Table Of Contents  
 
CALLING ME BACK TO MY HOME
A FAREWELL SPEECH BY DANIEL PHAM
 
     
 

I find myself attached to a relatively less traveled corner of campus. Down in front of the office, where those without cars wait to be picked up, an oversized checkerboard sits on top of a shallow swell in the field. I’m sure you all know the exact spot. For one reason or another we’ve probably all tread that slab of concrete at one point or another during the last four years. I remember as a freshman, a typical day might include a rendezvous with friends for an after-school chess match. It was the age of no cars and after-school boredom for those without older siblings and prompt rides home, and the nerdy endeavor of chess was enough to pass the time. Those who spent many afternoon hours in the library might remember the chess fad extending into sophomore year. By then several of the knee-tall chess pieces that had once been housed in the large box in the bushes had gone missing. On particularly slow days, the sophomore versions of us might play regardless, filling in the vacancies left by the missing denizens of the chessboard with books, backpacks, or even obedient bystanders.

As the age before driving came to a close, so too did the reign of the chessboard over our idle minds. Hours of procrastination on-campus became farewells in the dirt lot (followed by an equal number of hours spent in group or individual procrastination). Even so, I’ve found myself drawn back to that corner of campus time and again. Lying in the September shade, I’d talk to friends and eat swiftly-melting chocolate. Or a teammate and I might take our golf clubs and chip back and forth across the cement, wasting away the afternoon afflicted by that terrible disease known simply as senioritis.
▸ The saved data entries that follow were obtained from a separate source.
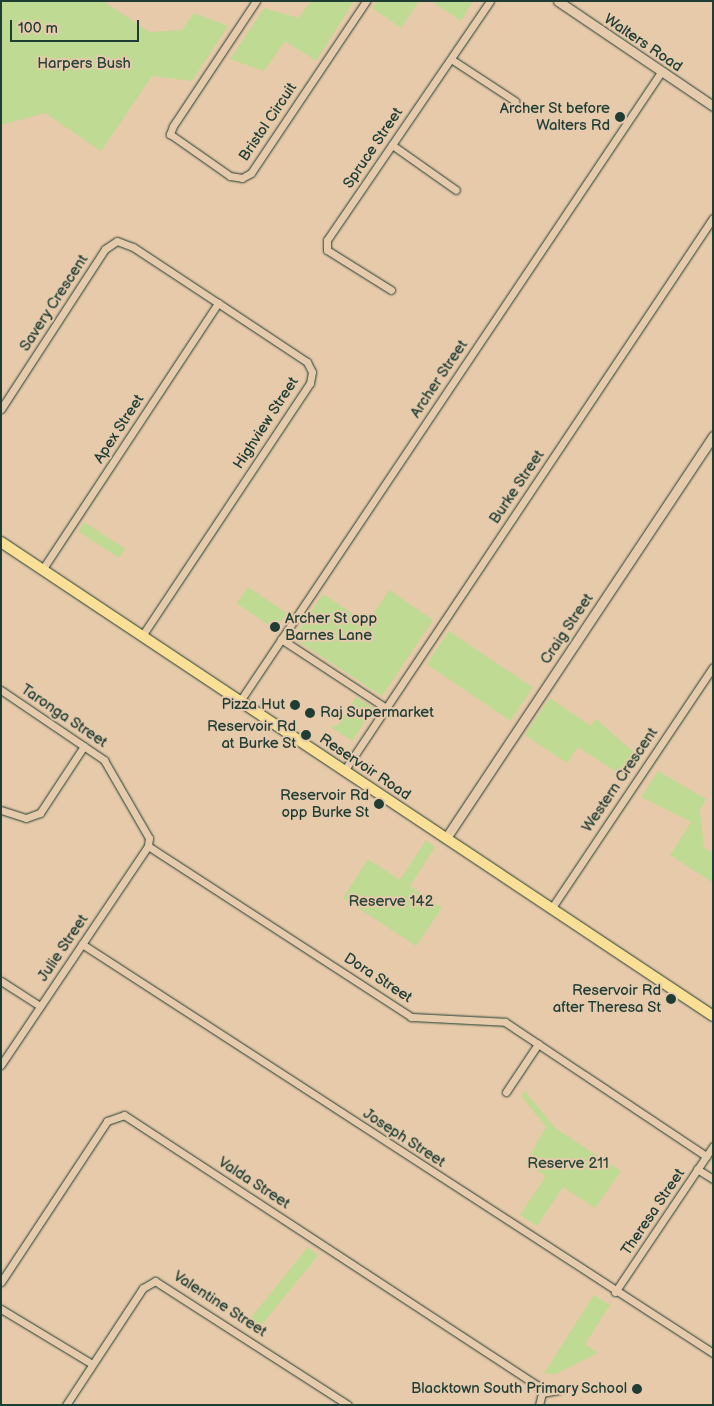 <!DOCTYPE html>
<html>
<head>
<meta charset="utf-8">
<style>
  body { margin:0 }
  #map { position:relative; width:714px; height:1406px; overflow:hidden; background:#e7caa9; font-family:"Balsamiq Sans",sans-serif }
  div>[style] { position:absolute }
  .green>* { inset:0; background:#bfda92; transform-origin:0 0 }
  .roads { filter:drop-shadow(0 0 1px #1f3d34) drop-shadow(0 0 1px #1f3d34) }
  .street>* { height:7px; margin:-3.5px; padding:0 3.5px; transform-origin:3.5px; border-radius:3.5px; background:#e5caac }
  .secondary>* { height:9px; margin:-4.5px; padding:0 4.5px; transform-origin:4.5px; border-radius:4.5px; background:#e5caac }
  .primary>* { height:10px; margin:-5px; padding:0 5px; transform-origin:5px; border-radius:5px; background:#fadf96 }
  .dots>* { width:14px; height:14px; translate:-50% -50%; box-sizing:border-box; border:2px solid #e5caac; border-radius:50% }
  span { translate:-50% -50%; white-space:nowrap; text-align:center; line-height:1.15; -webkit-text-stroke:4px #e5caac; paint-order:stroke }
  .street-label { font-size:15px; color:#1f3d34 }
  .park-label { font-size:15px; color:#274539 }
  .poi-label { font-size:15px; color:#1f3d34 }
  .right { translate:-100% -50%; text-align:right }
  .left { translate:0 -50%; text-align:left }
  .frame { position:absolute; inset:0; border:2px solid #1f3d34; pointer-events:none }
  .scale { position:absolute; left:10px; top:20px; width:129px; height:22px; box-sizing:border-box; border:2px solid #1f3d34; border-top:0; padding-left:6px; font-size:15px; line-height:18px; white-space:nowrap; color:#1f3d34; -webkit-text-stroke:4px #e5caac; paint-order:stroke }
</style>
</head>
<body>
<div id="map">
  <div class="green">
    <div style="clip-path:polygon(1px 1px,103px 1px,149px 32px,182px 30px,194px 13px,228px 26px,192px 81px,152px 76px,101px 151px,45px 113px,1px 125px)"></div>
    <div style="clip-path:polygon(311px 1px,354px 1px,316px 61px,285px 41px,264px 71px,230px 59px,264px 8px,299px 18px)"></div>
    <div style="clip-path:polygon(377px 1px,419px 1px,401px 28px,372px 8px)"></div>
    <div style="clip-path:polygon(431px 1px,473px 1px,461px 21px)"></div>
    <div style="left:84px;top:522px;width:49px;height:11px;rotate:33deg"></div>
    <div style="left:248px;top:587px;width:47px;height:20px;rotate:34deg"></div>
    <div style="clip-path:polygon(389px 590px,433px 620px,382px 696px,293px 638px,323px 594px,367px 623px)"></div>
    <div style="left:449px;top:631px;width:101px;height:40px;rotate:34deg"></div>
    <div style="clip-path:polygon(356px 697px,374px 708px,352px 741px,331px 727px,338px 725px)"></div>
    <div style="clip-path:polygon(550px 698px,591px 726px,596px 719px,638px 756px,624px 777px,578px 747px,567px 763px,525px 735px)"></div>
    <div style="clip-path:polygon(658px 771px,706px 799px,700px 810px,704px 848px,713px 853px,713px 883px,670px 855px,691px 822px,641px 797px)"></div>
    <div style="clip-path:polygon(426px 840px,435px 847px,410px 886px,442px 908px,416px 946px,343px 898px,368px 859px,400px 880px)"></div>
    <div style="clip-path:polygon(525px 1091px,555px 1128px,621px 1171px,595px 1208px,563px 1187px,537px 1226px,520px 1215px,546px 1176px,525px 1163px,546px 1127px,521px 1096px)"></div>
    <div style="left:308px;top:1247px;width:13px;height:100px;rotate:39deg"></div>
    <div style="clip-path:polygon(594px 1295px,610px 1305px,585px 1344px,598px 1353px,556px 1374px,544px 1373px)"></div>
  </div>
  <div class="roads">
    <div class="street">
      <div style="left:256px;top:1px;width:150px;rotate:123.6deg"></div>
      <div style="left:173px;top:126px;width:9px;rotate:111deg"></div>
      <div style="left:170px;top:134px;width:73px;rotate:35deg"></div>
      <div style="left:230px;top:176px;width:12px;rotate:9deg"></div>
      <div style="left:242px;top:178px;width:10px;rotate:-29deg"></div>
      <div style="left:251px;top:173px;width:207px;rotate:-56.2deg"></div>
      <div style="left:451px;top:59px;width:77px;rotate:33.3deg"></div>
      <div style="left:392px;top:145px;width:78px;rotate:35.1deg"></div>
      <div style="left:391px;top:290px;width:75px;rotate:-148deg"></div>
      <div style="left:327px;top:250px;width:10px;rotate:-90deg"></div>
      <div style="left:327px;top:240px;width:289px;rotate:-55.7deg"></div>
      <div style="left:1px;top:409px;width:191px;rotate:-57deg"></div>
      <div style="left:105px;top:249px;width:14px;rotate:-34deg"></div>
      <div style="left:117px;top:241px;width:17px;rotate:21deg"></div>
      <div style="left:133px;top:247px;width:102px;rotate:33.4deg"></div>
      <div style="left:218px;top:303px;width:107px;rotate:33.5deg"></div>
      <div style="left:307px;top:362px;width:11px;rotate:63deg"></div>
      <div style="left:312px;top:372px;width:11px;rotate:100deg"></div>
      <div style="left:310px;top:383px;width:304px;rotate:123.6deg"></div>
      <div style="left:42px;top:570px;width:320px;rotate:-56.6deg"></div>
      <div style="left:281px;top:639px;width:126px;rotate:33.3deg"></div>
      <div style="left:1px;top:690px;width:125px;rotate:34.2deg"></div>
      <div style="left:104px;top:760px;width:90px;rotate:60deg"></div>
      <div style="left:149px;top:838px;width:8px;rotate:97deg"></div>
      <div style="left:148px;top:846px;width:264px;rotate:123.9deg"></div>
      <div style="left:240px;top:701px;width:757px;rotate:-56.2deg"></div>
      <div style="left:344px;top:771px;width:665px;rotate:-56.29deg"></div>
      <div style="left:1px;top:810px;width:26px;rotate:18deg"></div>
      <div style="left:26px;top:818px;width:15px;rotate:-20deg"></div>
      <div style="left:40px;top:813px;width:80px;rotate:-56.7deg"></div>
      <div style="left:148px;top:846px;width:314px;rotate:33deg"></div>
      <div style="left:411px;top:1017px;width:94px;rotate:3deg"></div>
      <div style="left:505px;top:1022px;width:242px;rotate:33.7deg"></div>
      <div style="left:551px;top:909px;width:291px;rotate:-56.2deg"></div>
      <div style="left:82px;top:944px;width:752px;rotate:32.95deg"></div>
      <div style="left:1px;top:981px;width:46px;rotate:32.7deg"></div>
      <div style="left:506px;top:1092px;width:58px;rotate:-56.3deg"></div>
      <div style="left:697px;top:1169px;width:19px;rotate:32deg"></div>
      <div style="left:1px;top:1282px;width:193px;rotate:-56.6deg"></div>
      <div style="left:107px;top:1121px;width:18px;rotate:-19deg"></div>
      <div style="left:124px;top:1115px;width:493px;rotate:33.2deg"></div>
      <div style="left:537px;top:1385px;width:9px;rotate:58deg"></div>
      <div style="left:542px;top:1393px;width:12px;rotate:104deg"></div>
      <div style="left:615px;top:1292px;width:176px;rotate:-56.1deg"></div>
      <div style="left:1px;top:1309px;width:106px;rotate:31.1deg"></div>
      <div style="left:542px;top:1393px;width:17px;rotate:-10deg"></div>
      <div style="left:66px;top:1405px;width:140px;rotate:-56.7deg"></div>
      <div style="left:143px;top:1288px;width:14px;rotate:-30deg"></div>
      <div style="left:155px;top:1281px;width:229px;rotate:32.7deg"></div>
    </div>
    <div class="secondary">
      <div style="left:558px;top:1px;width:187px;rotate:34.1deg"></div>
      <div style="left:446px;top:838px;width:483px;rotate:-56.4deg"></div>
    </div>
    <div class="primary">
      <div style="left:1px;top:542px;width:855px;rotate:33.65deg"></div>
    </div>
  </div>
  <div class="dots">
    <div style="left:620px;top:117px;background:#1f3d34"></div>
    <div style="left:275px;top:627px;background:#1f3d34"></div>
    <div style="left:295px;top:705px;background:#1f3d34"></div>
    <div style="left:310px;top:713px;background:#1f3d34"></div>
    <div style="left:306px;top:735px;background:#1f3d34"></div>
    <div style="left:379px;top:804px;background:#1f3d34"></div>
    <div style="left:671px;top:999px;background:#1f3d34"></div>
    <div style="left:637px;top:1389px;background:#1f3d34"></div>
  </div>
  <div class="street-label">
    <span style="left:643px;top:43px;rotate:34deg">Walters Road</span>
    <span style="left:268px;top:122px;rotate:-56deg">Bristol Circuit</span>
    <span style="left:373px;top:148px;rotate:-56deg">Spruce Street</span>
    <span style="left:54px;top:303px;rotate:-57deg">Savery Crescent</span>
    <span style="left:439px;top:379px;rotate:-56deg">Archer Street</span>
    <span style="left:266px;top:423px;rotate:-57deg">Highview Street</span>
    <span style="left:119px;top:429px;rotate:-57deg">Apex Street</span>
    <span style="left:517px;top:487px;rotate:-56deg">Burke Street</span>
    <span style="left:567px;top:629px;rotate:-56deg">Craig Street</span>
    <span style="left:64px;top:716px;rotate:34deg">Taronga Street</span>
    <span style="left:365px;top:767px;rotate:34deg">Reservoir Road</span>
    <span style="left:620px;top:780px;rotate:-56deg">Western Crescent</span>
    <span style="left:63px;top:948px;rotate:-56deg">Julie Street</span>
    <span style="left:378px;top:978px;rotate:33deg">Dora Street</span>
    <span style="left:404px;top:1138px;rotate:33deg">Joseph Street</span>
    <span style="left:254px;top:1183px;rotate:33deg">Valda Street</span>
    <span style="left:653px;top:1212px;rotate:-56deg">Theresa Street</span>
    <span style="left:220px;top:1304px;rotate:33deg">Valentine Street</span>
  </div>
  <div class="park-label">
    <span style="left:84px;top:64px">Harpers Bush</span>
    <span style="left:391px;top:902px">Reserve 142</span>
    <span style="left:568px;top:1164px">Reserve 211</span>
  </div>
  <div class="poi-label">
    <span class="right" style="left:610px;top:117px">Archer St before<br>Walters Rd</span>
    <span class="left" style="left:285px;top:627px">Archer St opp<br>Barnes Lane</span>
    <span class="right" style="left:285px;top:705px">Pizza Hut</span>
    <span class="left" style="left:320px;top:713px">Raj Supermarket</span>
    <span class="right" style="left:296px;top:735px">Reservoir Rd<br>at Burke St</span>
    <span class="right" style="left:369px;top:804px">Reservoir Rd<br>opp Burke St</span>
    <span class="right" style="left:661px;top:999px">Reservoir Rd<br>after Theresa St</span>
    <span class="right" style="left:627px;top:1389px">Blacktown South Primary School</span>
  </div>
  <div class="frame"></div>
  <div class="scale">100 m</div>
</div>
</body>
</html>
I’m sure you all have places like this that serve as reservoirs of recollection. Maybe a certain spot in the parking lot, or a favorite bench up at the covered eating area, or a lake over the hills and far away. May these places, and the people we’ve shared them with, never fade from our memories. When I come back here in a few years, what will I see? This place is going to look different, since the school administration decided to add all the cool stuff the moment we take off. But when I walk these halls once more, I’ll superimpose the Newman that I recall over the Newman of that future reality. Where the swimming pool will eventually be, I will forever remember as the spot where that one guy completely ate it trying to back flip. Where the new prep school will stand, I will recall as the place of the bears, where we’d argue over the crack of the whip and gavel or ponder the function of flame cells (then beg to run about on the balcony). Where the covered eating area and the dirt lot meet, I will remember the strumming of guitars and “Layla Revisited.” It’s places like these, across our little campus, across our small town, that will be calling me back. When I try to picture these places, it’s impossible to recall the landscape without populating the scene with old friends. The last four years will manifest themselves in the geographical and the interpersonal. I’ll construct a metropolis of my reminiscing, a cityscape with streets lined with lockers and familiar faces walking checkerboard sidewalks. It’s these familiar faces that make the reminiscing so pleasant. It’s you, my friends and peers, who have made these places so special.

I give my thanks to you. Some of you I never had the pleasure of getting to know. Some of you I’ve gotten to know fairly well, but much too late. And some of you have been my best buds for the better part of a decade. So long, class of 2012. We may be separated by great distances, we may grow apart, we may be lost to each other, but we will not be forgotten. We share the metropolis, our assembly of joint recollections. As we bid farewell to Newman, this common history will always invoke that old sense of community that we found here, pulling us together and calling us back to our home.